Egg producers Cal-Maine Foods, Versova, and Hickman’s have agreed to a settlement to resolve allegations from 17 attorneys general and the U.S. Department of Justice that they conspired to raise the cost of eggs nationwide.
As part of the settlement, the egg producers will pay $3.3 million to the states, agree to refrain from all conduct illegally conspiring to raise egg prices, and will donate more than 53 million eggs to food banks in the coalition states.
“As Californians scrambled to feed their families, three egg producers conspired to act illegally and hatched a plan to raise the cost of eggs nationwide,” California Attorney General Rob Bonta said in a statement.
Bonta said his office and its federal and state partners stepped in and California food banks will receive 8.9 million eggs.
From 2022 to 2025, egg prices nationwide underwent dramatic price increases, and in March 2025, the U.S. Department of Justice’s undertook an investigate on whether egg producers conspired to increase egg prices in violation of antitrust laws.
The investigation revealed that the parties hatched a plan to manipulate the market for egg pricing by coordinating to submit bids unlikely to be executed and inflated bids in order to drive up egg price quotes published by Urner Barry, a benchmark pricing service widely used in egg supply contracts.
For example, in December 2022, Hickman’s CEO emailed Versova and Cal-Maine executives urging them to submit “strong bids, early and often” to push prices higher. All three companies then submitted dozens of bids at higher prices, which led to Urner Barry increasing its price quotes.
By manipulating the Urner Barry benchmark, the companies artificially inflated the price of eggs paid by retailers and consumers across the nation.
Senator Jack Reed, D-RI, said that the egg price fixing settlement is a step forward, but doesn’t do enough to fix the broader issue and seems inadequate. Reed wants DOJ lawyers to show their math and be transparent about how they reached the final settlement figures.
“After years of calling for government probes and action, it is heartening to see that some industrial egg producers are being publicly named and shamed for manipulative practices,” Reed said in a statement. “They did real economic damage to consumers and farmers across the country.”
He said while he appreciate the hard work of investigators and attorneys, it sounded like the settlement, though well-intentioned, could be “soft boiled” and let bad actors off the hook too easy.

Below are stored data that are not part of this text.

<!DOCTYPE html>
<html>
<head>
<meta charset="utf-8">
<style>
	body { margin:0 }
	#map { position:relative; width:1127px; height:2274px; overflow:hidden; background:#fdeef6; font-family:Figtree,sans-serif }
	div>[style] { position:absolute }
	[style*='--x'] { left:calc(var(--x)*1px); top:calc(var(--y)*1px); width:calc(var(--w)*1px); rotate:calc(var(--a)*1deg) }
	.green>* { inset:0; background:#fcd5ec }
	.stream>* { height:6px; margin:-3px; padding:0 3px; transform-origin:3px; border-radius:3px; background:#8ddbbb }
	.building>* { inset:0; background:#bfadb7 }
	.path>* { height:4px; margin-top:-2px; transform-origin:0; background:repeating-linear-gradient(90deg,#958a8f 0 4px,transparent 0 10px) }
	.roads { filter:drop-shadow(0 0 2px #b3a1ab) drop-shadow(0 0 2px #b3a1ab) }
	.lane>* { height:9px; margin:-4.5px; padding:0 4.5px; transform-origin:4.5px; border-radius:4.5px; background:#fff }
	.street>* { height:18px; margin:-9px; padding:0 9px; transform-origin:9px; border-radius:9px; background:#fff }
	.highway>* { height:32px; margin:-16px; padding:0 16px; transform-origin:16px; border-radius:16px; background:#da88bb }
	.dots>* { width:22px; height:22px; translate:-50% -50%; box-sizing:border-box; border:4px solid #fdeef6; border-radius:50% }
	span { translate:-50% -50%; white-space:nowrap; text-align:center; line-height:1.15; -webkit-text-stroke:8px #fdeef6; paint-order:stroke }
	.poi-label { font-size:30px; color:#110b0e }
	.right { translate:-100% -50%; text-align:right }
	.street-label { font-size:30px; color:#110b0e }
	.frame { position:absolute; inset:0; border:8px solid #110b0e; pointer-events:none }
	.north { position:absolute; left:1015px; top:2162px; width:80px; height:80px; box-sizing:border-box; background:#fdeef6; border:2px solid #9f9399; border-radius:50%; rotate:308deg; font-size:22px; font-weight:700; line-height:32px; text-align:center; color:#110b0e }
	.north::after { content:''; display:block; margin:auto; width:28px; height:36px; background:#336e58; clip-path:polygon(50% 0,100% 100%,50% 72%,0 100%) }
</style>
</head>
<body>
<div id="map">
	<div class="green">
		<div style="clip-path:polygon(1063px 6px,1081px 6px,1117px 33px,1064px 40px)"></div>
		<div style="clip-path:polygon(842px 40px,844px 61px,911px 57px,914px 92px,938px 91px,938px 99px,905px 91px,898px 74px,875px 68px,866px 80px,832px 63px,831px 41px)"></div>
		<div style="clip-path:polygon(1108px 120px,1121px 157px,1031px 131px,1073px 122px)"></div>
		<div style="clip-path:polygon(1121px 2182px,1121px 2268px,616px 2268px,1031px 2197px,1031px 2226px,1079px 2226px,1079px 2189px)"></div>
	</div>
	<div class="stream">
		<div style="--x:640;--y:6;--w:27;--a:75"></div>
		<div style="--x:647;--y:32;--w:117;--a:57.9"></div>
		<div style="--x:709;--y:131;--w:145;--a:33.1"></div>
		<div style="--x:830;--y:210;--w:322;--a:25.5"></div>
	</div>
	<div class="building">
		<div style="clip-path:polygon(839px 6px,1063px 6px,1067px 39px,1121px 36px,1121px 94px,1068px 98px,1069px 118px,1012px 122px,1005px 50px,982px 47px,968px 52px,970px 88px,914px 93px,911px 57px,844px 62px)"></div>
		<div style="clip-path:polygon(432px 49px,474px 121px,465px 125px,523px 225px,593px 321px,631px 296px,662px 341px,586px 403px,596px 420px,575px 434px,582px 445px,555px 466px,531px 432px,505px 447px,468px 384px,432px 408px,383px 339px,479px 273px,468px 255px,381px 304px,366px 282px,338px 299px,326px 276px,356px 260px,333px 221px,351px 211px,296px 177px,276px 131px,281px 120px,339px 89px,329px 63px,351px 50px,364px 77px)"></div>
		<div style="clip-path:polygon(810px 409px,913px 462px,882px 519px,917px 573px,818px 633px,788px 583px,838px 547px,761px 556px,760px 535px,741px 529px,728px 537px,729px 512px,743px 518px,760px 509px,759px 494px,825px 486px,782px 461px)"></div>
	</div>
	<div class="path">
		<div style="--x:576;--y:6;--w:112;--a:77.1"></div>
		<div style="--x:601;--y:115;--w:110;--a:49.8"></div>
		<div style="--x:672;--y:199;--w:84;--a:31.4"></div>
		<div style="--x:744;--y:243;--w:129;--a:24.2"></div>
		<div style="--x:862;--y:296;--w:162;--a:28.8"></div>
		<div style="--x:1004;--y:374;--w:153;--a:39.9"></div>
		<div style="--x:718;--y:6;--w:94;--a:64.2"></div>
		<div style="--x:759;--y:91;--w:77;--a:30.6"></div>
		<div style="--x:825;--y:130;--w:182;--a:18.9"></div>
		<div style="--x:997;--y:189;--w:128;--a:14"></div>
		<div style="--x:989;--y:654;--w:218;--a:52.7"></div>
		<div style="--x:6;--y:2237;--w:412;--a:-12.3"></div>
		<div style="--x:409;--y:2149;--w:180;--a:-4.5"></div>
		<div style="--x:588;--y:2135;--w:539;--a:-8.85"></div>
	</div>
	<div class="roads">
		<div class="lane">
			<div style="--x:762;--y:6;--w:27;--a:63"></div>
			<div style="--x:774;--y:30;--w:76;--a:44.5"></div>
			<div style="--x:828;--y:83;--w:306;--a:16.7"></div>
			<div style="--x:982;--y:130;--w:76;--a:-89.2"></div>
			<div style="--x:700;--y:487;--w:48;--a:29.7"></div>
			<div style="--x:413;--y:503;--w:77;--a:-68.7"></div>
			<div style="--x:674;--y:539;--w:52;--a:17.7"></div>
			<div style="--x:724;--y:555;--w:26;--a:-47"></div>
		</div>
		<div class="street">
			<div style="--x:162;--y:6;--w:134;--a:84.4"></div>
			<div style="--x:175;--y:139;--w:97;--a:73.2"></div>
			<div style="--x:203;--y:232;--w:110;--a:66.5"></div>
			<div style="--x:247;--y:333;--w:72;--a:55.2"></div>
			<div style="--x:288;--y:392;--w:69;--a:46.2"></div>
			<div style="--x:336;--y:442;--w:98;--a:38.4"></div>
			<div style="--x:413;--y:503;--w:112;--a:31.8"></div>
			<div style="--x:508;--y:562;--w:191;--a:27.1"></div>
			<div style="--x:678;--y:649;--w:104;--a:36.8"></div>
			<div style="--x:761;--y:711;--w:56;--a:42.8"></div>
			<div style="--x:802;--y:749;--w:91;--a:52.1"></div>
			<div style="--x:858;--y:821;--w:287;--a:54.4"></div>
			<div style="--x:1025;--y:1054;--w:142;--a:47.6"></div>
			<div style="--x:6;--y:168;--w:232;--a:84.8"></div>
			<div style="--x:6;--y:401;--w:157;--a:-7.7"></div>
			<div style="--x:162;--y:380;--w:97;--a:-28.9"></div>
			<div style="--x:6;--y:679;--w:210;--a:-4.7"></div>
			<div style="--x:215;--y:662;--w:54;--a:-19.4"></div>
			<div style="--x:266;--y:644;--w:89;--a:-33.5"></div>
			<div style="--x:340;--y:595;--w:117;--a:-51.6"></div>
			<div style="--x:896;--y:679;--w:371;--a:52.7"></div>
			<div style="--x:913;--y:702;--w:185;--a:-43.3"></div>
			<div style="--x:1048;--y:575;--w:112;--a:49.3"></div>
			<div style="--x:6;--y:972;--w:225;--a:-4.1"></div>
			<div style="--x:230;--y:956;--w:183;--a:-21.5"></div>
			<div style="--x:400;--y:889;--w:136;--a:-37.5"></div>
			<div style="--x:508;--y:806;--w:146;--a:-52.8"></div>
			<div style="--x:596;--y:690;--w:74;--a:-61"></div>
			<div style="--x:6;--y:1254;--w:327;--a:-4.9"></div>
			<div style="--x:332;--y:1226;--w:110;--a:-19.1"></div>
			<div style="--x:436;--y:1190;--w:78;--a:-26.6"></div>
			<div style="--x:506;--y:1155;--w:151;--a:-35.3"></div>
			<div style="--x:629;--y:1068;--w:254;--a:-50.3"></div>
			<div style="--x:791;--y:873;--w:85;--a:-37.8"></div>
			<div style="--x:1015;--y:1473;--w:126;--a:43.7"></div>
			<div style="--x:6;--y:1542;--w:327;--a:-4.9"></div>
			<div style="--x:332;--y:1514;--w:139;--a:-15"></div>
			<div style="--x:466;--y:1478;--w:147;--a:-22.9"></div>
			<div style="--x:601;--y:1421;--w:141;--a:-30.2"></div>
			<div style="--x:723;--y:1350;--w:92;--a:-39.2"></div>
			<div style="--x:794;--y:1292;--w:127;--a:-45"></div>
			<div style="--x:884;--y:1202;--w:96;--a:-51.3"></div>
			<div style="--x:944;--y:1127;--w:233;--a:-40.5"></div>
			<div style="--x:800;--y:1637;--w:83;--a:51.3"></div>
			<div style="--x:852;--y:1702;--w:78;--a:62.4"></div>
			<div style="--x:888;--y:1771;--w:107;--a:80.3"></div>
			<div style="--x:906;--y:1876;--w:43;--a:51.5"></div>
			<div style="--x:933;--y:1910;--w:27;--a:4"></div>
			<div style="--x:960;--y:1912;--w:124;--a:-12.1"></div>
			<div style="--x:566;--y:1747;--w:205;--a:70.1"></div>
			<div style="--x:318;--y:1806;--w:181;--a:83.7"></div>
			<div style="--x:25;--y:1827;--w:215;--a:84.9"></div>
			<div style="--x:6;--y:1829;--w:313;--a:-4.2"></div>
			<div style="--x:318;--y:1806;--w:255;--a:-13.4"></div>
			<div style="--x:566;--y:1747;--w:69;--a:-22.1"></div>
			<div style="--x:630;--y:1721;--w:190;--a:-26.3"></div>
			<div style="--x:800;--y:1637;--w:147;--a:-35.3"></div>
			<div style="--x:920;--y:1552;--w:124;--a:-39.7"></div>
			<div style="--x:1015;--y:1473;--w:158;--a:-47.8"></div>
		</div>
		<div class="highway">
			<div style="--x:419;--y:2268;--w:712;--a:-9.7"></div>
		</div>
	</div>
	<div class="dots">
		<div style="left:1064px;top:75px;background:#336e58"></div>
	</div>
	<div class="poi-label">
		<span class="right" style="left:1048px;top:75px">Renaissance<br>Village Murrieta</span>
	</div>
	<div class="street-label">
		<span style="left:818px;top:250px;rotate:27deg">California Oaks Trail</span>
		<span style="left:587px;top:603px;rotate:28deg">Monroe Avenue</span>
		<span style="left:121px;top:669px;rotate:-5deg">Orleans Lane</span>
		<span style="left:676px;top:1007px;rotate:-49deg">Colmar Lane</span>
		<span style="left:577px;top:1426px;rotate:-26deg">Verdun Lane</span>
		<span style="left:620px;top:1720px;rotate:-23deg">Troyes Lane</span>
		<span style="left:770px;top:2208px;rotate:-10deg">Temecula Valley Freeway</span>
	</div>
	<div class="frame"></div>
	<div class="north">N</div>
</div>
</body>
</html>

Reed said that during the egg price-spike period, Cal-Maine reported roughly $1.2 billion in profits – a four-fold increase over the previous year – and it also took $44 million in U.S. taxpayer support through avian influenza compensation payments. But Cal-Maine’s share of the proposed settlement is only about $1.5 million and allows them to deny wrongdoing, despite the payment.
“Instead of a light slap on the wrist, the industry needs real reform and more transparency when it comes to pricing practices,” said Reed. “American consumers should not have to pay unfairly high prices due to anticompetitive behaviors.
He said factory farms and big agri-businesses try to distort prices while manipulating public opinion, too, adding they tried to blame “eggflation” on animal welfare standards and avian influenza when the real root cause seems to be flat out greed and collusion.
“Congress should take concrete steps to help lower prices, protect consumers and small businesses, and ensure fairness in the marketplace,” Reed said. “Weak settlements leave taxpayers holding the bag and picking up the majority of the tab.”
In addition to California and the DOJ, other states joining the lawsuit and settlement are New York, Arizona, Colorado, Connecticut, Florida, Hawaii, Iowa, Maryland, Minnesota, North Carolina, Ohio, Pennsylvania, Texas, Utah, Vermont, and Wisconsin.